Data extract
____________________

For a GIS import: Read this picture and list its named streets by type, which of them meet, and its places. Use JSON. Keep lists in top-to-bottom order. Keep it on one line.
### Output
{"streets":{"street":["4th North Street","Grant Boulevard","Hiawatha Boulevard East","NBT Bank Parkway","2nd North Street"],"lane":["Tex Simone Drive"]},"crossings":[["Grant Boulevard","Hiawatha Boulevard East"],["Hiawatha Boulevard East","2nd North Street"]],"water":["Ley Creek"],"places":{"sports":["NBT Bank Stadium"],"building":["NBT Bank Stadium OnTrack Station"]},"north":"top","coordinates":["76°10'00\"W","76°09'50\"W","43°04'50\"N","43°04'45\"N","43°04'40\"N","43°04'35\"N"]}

____________________

Required work
From the first line to the last, return the data above exactly.

Response below
For a GIS import: Read this picture and list its named streets by type, which of them meet, and its places. Use JSON. Keep lists in top-to-bottom order. Keep it on one line.
### Output
{"streets":{"street":["4th North Street","Grant Boulevard","Hiawatha Boulevard East","NBT Bank Parkway","2nd North Street"],"lane":["Tex Simone Drive"]},"crossings":[["Grant Boulevard","Hiawatha Boulevard East"],["Hiawatha Boulevard East","2nd North Street"]],"water":["Ley Creek"],"places":{"sports":["NBT Bank Stadium"],"building":["NBT Bank Stadium OnTrack Station"]},"north":"top","coordinates":["76°10'00\"W","76°09'50\"W","43°04'50\"N","43°04'45\"N","43°04'40\"N","43°04'35\"N"]}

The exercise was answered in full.